- [Assignment]:
Restate word for word the lines of the listing below, from its first line through the line with "position:relative; width:1979px; height:1674px;", without the pictures.
Start of Block
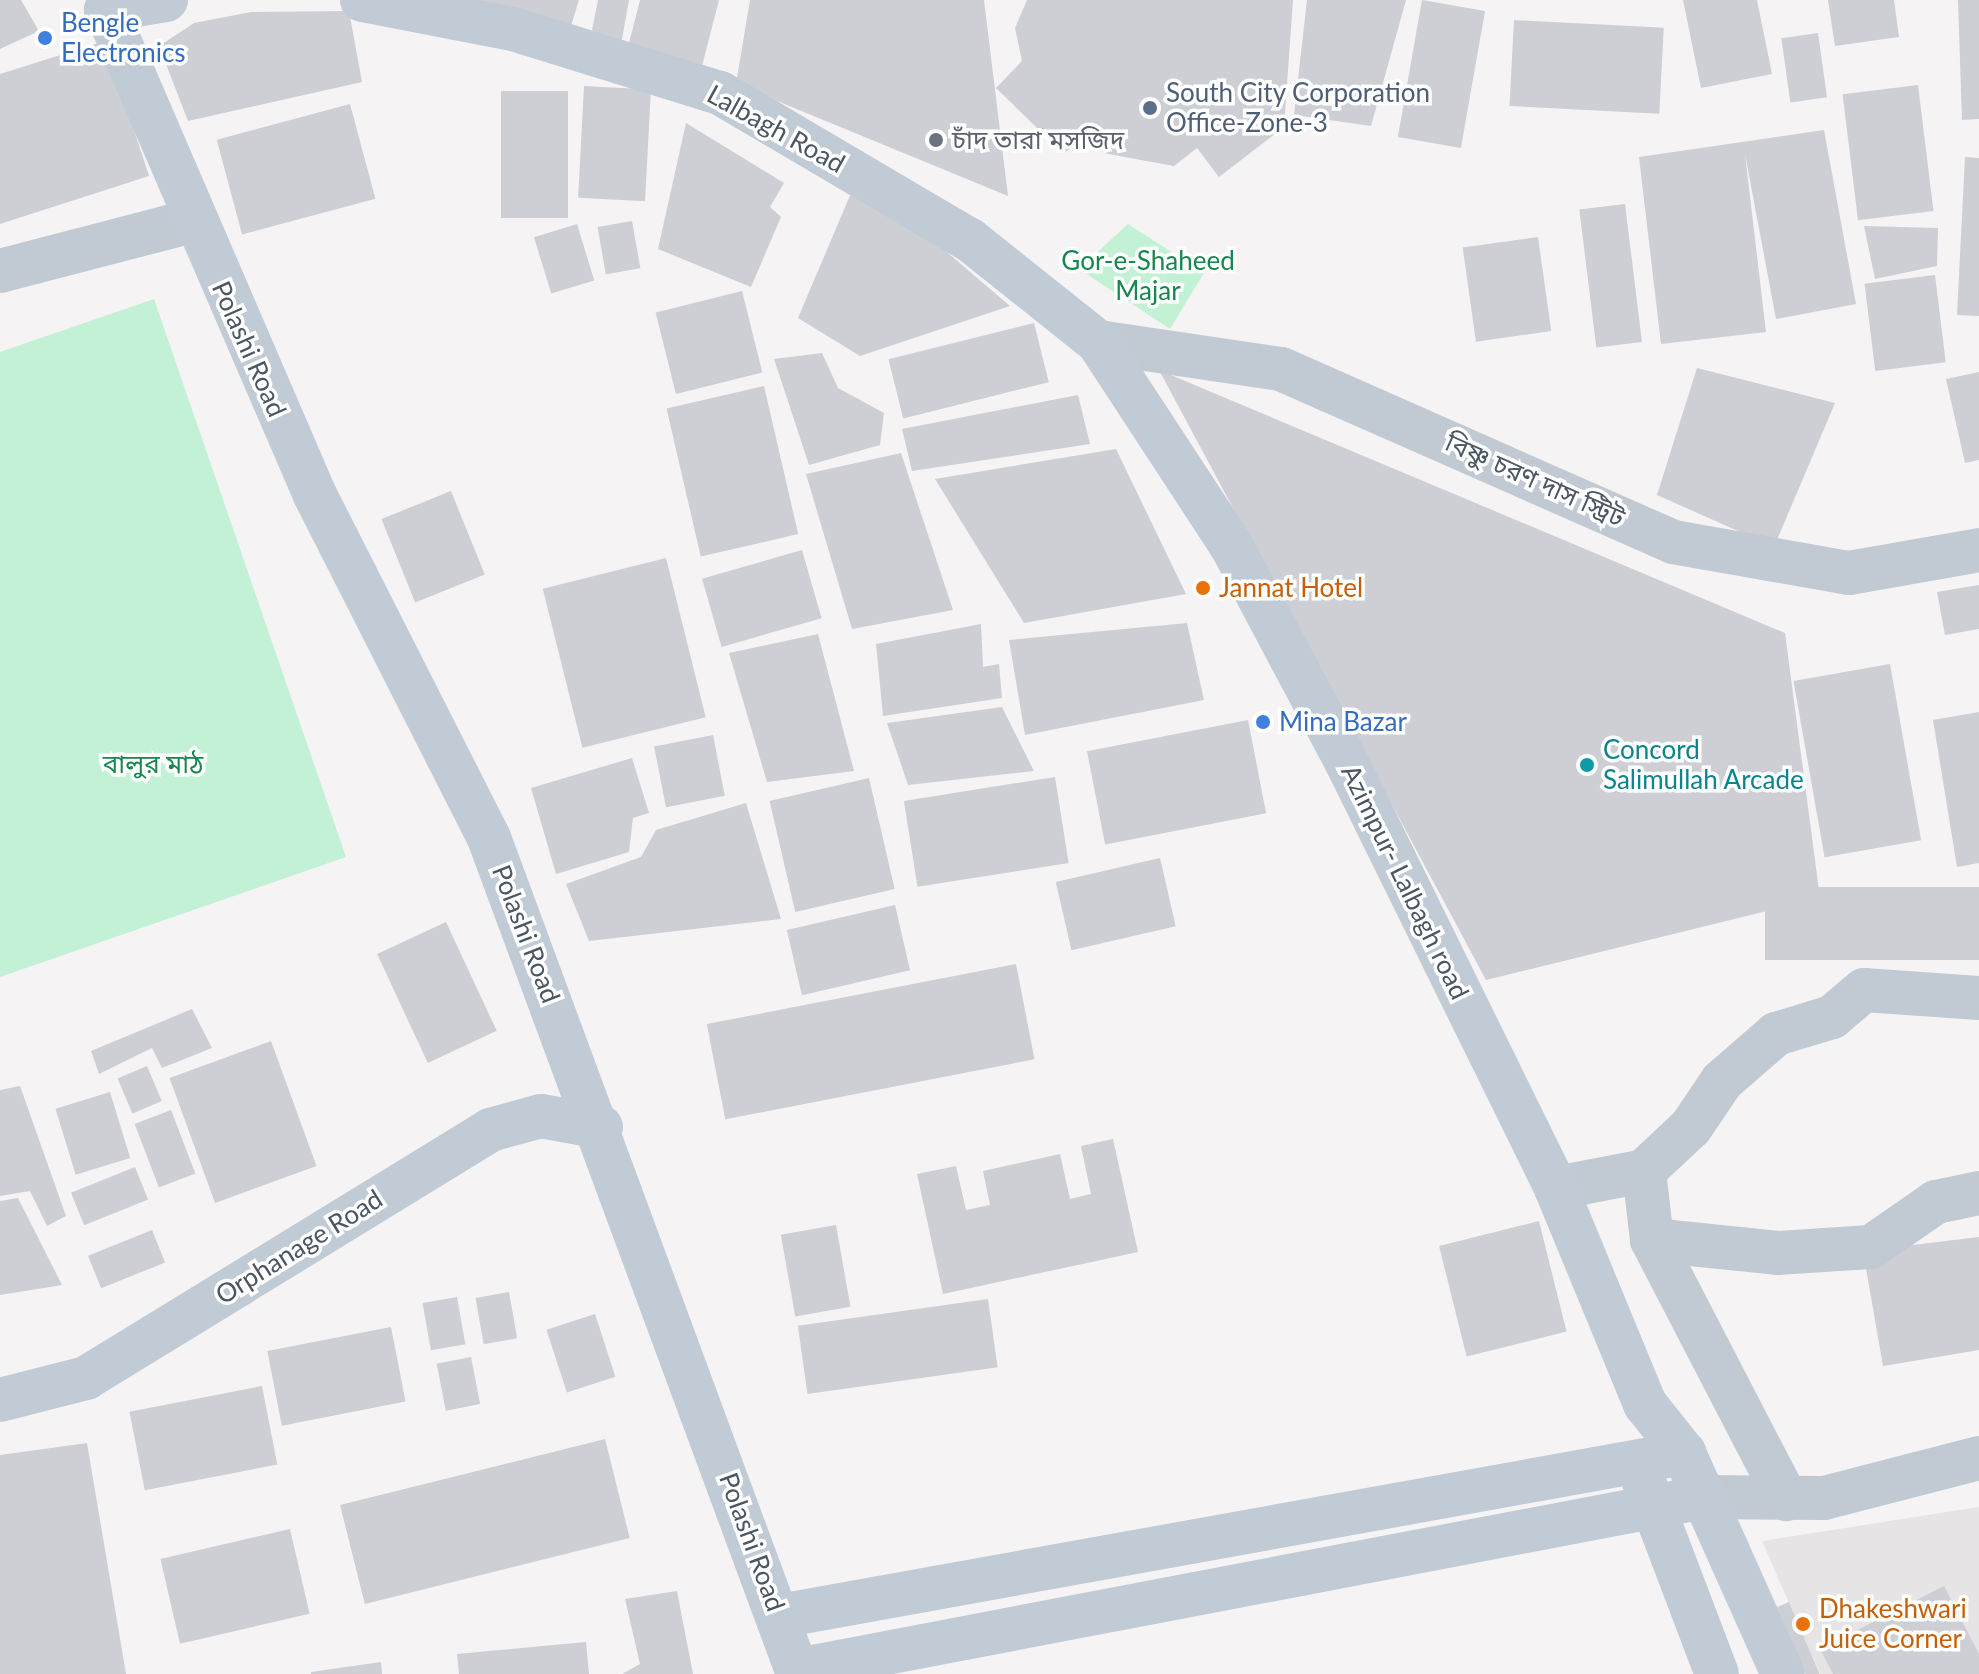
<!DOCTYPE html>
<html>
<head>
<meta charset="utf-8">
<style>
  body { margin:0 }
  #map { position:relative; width:1979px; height:1674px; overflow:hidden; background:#f5f3f3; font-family:Lato,"Noto Sans Bengali",sans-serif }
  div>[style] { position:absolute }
  .education>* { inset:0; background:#e6e4e5 }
  .green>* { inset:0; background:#c3f1d5 }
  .building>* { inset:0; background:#cdcfd5; transform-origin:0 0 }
  .minor>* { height:44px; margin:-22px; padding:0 22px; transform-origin:22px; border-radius:22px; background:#c1cad2 }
  .secondary>* { height:44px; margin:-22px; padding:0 22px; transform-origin:22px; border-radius:22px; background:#c1cbd6 }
  .dots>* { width:22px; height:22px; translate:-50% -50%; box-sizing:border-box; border:4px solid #fff; border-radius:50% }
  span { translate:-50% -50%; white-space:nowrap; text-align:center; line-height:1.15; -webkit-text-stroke:7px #fff; paint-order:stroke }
  .shop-label { font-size:26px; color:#366cbe }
  .left { translate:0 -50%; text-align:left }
  .service-label { font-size:26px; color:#4e5e75 }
  .street-label { font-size:26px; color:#4a5661 }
  .worship-label { font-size:26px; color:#5b616d }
  .park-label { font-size:26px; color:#17864f }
  .food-label { font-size:26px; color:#c56008 }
  .culture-label { font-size:26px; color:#0d838f }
</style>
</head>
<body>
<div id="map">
  <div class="education">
    <i style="clip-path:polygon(1979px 1507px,1979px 1674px,1820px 1674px,1762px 1541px)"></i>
  </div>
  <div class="green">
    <i style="clip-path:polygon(1128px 224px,1204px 273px,1170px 329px,1079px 269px)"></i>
    <i style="clip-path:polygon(154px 299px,346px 857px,0 977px,0 352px)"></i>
  </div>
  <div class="building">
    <i style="clip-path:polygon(0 0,21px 0,39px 31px,0 49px)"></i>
    <i style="clip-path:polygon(466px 0,579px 0,566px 42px)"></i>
    <i style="clip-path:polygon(598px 0,629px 0,621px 45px,592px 30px)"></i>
    <i style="clip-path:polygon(640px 0,719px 0,701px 70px,627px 51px)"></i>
    <i style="clip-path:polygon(750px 0,984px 0,1008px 196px,736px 84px)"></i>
    <i style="clip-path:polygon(1027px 0,1293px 0,1284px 127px,1219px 177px,1197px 148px,1174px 166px,1103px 153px,1093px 136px,1063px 153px,996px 88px,1022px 61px,1015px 28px)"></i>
    <i style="clip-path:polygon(1307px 0,1406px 0,1371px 126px,1294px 115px)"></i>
    <i style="left:1422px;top:0;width:64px;height:139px;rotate:10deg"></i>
    <i style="clip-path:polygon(1683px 0,1757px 0,1772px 74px,1701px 88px)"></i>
    <i style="clip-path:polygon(1828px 0,1894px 0,1899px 37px,1835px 46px)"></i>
    <i style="clip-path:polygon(1958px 0,1979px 0,1979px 119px,1962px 120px)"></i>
    <i style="clip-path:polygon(349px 11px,362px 82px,188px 121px,159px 46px,194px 23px,251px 12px)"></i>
    <i style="left:1514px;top:20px;width:150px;height:86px;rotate:3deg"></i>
    <i style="left:1818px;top:33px;width:65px;height:37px;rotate:82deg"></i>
    <i style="clip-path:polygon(105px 41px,149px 176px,0 224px,0 74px)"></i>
    <i style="left:1918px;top:85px;width:127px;height:76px;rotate:83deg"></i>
    <i style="left:584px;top:86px;width:67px;height:112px;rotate:3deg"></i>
    <i style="left:568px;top:91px;width:127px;height:67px;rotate:90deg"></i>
    <i style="left:350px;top:104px;width:98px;height:138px;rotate:75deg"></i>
    <i style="clip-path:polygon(686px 123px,784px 183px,770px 207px,781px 217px,751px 287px,658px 249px)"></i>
    <i style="clip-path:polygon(1824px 130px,1856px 304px,1776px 319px,1745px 154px,1766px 332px,1661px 344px,1639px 157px)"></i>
    <i style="clip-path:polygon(1965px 157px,1979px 158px,1979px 316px,1957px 315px)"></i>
    <i style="clip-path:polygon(854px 186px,941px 247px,1010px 306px,860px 356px,798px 318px)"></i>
    <i style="left:1625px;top:204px;width:139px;height:46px;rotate:83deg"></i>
    <i style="left:632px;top:221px;width:48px;height:35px;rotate:80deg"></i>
    <i style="left:577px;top:224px;width:59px;height:45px;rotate:73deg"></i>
    <i style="clip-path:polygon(1864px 226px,1938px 228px,1937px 266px,1875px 279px)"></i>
    <i style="left:1538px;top:237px;width:95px;height:76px;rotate:82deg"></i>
    <i style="left:1935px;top:275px;width:88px;height:71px;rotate:83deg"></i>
    <i style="left:742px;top:291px;width:84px;height:89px;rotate:76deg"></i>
    <i style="left:1034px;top:323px;width:61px;height:150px;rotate:76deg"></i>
    <i style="clip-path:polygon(822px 353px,838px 388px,884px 413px,880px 445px,809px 465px,774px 359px)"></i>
    <i style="clip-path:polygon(1697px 368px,1835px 403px,1774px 547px,1657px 495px)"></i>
    <i style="clip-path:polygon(1159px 370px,1785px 633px,1820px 898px,1486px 980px)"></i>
    <i style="clip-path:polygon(1979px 372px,1979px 460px,1965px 463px,1946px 379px)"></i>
    <i style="left:764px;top:386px;width:152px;height:100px;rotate:77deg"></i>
    <i style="clip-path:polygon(1078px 395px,1090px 444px,912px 471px,902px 429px)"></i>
    <i style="clip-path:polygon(1116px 449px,1186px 594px,1024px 623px,935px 479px)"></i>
    <i style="clip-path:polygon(901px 453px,953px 610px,852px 629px,806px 474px)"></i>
    <i style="left:451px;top:491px;width:90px;height:75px;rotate:68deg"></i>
    <i style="left:802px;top:550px;width:71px;height:104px;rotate:74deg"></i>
    <i style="left:666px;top:558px;width:164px;height:127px;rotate:76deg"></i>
    <i style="clip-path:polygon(1979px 585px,1979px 629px,1945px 635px,1937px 592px)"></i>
    <i style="clip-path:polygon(1187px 623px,1204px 700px,1025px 735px,1009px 640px)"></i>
    <i style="clip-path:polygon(981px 624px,983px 667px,999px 664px,1002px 698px,883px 716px,876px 644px)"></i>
    <i style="clip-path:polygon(818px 634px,854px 771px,767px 782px,729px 653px)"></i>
    <i style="left:1890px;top:664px;width:179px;height:98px;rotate:80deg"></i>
    <i style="clip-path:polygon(1002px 707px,1034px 771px,908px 785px,887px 723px)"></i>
    <i style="clip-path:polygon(1979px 712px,1979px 863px,1957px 867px,1933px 720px)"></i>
    <i style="left:1248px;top:720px;width:95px;height:164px;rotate:79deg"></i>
    <i style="left:713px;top:735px;width:62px;height:60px;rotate:79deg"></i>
    <i style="clip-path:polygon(632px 758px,649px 813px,633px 818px,629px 852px,556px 874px,531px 788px)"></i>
    <i style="left:1055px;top:777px;width:87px;height:153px;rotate:81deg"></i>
    <i style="left:869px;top:778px;width:114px;height:102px;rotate:77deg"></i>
    <i style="clip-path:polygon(746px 803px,781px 919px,589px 941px,566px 884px,641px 857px,656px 830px)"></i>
    <i style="left:1160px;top:858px;width:70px;height:107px;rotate:77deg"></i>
    <i style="left:1979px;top:887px;width:73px;height:214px;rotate:90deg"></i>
    <i style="left:895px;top:905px;width:67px;height:111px;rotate:77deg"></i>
    <i style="left:446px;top:922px;width:120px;height:76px;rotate:65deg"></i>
    <i style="left:1016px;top:964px;width:97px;height:315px;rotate:79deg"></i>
    <i style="clip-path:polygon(192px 1009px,212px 1048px,162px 1068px,152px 1048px,99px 1074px,91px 1051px)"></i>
    <i style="left:271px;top:1041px;width:133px;height:108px;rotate:70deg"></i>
    <i style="left:147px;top:1066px;width:38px;height:32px;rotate:67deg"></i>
    <i style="clip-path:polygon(20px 1086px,66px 1216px,47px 1226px,30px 1191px,0 1196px,0 1090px)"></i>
    <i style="left:110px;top:1092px;width:69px;height:57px;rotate:73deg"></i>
    <i style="left:171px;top:1110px;width:68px;height:39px;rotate:69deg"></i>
    <i style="clip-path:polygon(1113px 1139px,1138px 1252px,943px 1294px,917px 1174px,956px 1166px,966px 1210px,990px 1205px,983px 1171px,1060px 1154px,1070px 1199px,1091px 1194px,1081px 1146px)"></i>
    <i style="left:135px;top:1167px;width:35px;height:69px;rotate:68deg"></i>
    <i style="clip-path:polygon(18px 1198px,62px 1285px,0 1295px,0 1201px)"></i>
    <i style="left:1539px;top:1221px;width:114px;height:103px;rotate:76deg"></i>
    <i style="left:836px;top:1225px;width:83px;height:56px;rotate:80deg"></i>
    <i style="left:152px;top:1230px;width:35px;height:69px;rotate:68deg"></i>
    <i style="clip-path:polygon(1979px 1237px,1979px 1350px,1883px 1366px,1863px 1251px)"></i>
    <i style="left:509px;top:1292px;width:47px;height:34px;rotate:80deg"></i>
    <i style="left:457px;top:1297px;width:48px;height:35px;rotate:80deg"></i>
    <i style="left:988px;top:1299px;width:69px;height:192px;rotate:82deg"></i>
    <i style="left:595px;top:1314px;width:66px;height:51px;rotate:72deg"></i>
    <i style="left:391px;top:1327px;width:76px;height:126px;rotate:79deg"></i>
    <i style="left:471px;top:1357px;width:48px;height:35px;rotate:79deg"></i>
    <i style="left:262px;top:1386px;width:80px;height:135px;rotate:79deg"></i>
    <i style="left:605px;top:1439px;width:102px;height:273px;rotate:76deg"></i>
    <i style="clip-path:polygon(87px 1443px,126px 1674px,0 1674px,0 1455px)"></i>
    <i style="left:290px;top:1529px;width:87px;height:133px;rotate:77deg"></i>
    <i style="clip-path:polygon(1944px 1586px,1979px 1654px,1979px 1674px,1833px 1674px,1820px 1649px)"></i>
    <i style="clip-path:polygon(677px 1591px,693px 1674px,622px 1674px,640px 1664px,625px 1599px)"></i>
    <i style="left:1789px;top:1602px;width:78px;height:13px;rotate:67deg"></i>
    <i style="clip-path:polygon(586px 1642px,589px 1674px,459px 1674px,457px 1654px)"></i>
    <i style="clip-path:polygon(381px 1662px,382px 1674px,311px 1674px,311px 1672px)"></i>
  </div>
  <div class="minor">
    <i style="left:0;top:271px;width:198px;rotate:-14.6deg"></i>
    <i style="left:1098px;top:342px;width:185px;rotate:8.4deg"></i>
    <i style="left:1281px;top:369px;width:428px;rotate:23.8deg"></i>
    <i style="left:1673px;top:542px;width:179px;rotate:10deg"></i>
    <i style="left:1849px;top:573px;width:132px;rotate:-10deg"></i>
    <i style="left:1644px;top:1171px;width:69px;rotate:83.4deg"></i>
    <i style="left:1652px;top:1240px;width:292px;rotate:62.6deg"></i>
    <i style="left:1556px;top:1188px;width:90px;rotate:-10.9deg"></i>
    <i style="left:1644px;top:1171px;width:64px;rotate:-43.1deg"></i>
    <i style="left:1691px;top:1127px;width:55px;rotate:-56deg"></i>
    <i style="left:1722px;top:1081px;width:72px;rotate:-41deg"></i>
    <i style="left:1776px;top:1034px;width:59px;rotate:-16.9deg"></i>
    <i style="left:1832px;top:1017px;width:42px;rotate:-40.2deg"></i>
    <i style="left:1864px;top:990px;width:115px;rotate:4deg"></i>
    <i style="left:1652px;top:1240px;width:126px;rotate:5.9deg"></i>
    <i style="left:1777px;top:1253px;width:94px;rotate:-3.7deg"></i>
    <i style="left:1871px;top:1247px;width:79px;rotate:-34.7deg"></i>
    <i style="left:1936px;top:1202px;width:44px;rotate:-11.8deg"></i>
    <i style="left:1704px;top:1497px;width:120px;rotate:0.5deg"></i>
    <i style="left:1824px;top:1498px;width:160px;rotate:-14.5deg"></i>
  </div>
  <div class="secondary">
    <i style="left:166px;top:0;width:61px;rotate:170.5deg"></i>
    <i style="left:106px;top:10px;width:528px;rotate:66.69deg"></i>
    <i style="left:315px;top:495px;width:385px;rotate:63.1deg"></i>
    <i style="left:489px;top:838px;width:891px;rotate:69.71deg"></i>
    <i style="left:362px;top:0;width:154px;rotate:10.9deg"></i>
    <i style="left:513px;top:29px;width:217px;rotate:17.2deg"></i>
    <i style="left:720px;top:93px;width:290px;rotate:30.5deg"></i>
    <i style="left:970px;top:240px;width:164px;rotate:38.6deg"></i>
    <i style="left:1098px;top:342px;width:243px;rotate:56.8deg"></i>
    <i style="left:1231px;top:545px;width:247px;rotate:62deg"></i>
    <i style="left:1347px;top:763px;width:474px;rotate:63.8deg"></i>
    <i style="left:1556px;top:1188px;width:234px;rotate:67.6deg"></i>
    <i style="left:1645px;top:1404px;width:63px;rotate:51.5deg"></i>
    <i style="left:1684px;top:1453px;width:242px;rotate:65.9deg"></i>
    <i style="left:0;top:1400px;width:89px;rotate:-14.3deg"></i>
    <i style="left:86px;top:1378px;width:474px;rotate:-31.5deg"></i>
    <i style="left:490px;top:1130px;width:53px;rotate:-15.4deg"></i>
    <i style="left:541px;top:1116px;width:61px;rotate:10.4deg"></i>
    <i style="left:1644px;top:1482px;width:205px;rotate:69.2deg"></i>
    <i style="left:780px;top:1616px;width:919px;rotate:-10.22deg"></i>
    <i style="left:797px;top:1670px;width:923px;rotate:-10.8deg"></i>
  </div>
  <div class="dots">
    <i style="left:45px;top:38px;background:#3f7fe0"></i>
    <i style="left:1150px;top:108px;background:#5c6f8a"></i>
    <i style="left:936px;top:140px;background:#6b7280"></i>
    <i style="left:1203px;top:588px;background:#e8710a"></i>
    <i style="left:1263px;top:722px;background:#3f7fe0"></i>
    <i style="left:1587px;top:765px;background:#0f9aa8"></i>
    <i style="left:1803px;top:1624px;background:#e8710a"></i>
  </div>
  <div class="shop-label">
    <span class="left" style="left:61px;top:38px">Bengle<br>Electronics</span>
    <span class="left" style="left:1279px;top:722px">Mina Bazar</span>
  </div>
  <div class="service-label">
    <span class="left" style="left:1166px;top:108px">South City Corporation<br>Office-Zone-3</span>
  </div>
  <div class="street-label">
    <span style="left:776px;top:129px;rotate:29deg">Lalbagh Road</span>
    <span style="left:249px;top:349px;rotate:66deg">Polashi Road</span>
    <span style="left:1535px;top:480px;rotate:24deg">বিষ্ণু চরণ দাস স্ট্রিট</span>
    <span style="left:1405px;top:882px;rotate:64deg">Azimpur- Lalbagh road</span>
    <span style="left:526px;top:934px;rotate:69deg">Polashi Road</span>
    <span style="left:299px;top:1247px;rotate:-32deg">Orphanage Road</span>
    <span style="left:752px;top:1542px;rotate:70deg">Polashi Road</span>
  </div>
  <div class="worship-label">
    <span class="left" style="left:952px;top:140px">চাঁদ তারা মসজিদ</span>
  </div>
  <div class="park-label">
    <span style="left:1148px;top:276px">Gor-e-Shaheed<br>Majar</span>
    <span style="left:153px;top:764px">বালুর মাঠ</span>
  </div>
  <div class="food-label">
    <span class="left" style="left:1219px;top:588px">Jannat Hotel</span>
    <span class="left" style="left:1819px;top:1624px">Dhakeshwari<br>Juice Corner</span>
  </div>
  <div class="culture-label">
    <span class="left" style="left:1603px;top:765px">Concord<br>Salimullah Arcade</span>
  </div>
</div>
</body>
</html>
End of Block
- [Exercise output]:
<!DOCTYPE html>
<html>
<head>
<meta charset="utf-8">
<style>
  body { margin:0 }
  #map { position:relative; width:1979px; height:1674px; overflow:hidden; background:#f5f3f3; font-family:Lato,"Noto Sans Bengali",sans-serif }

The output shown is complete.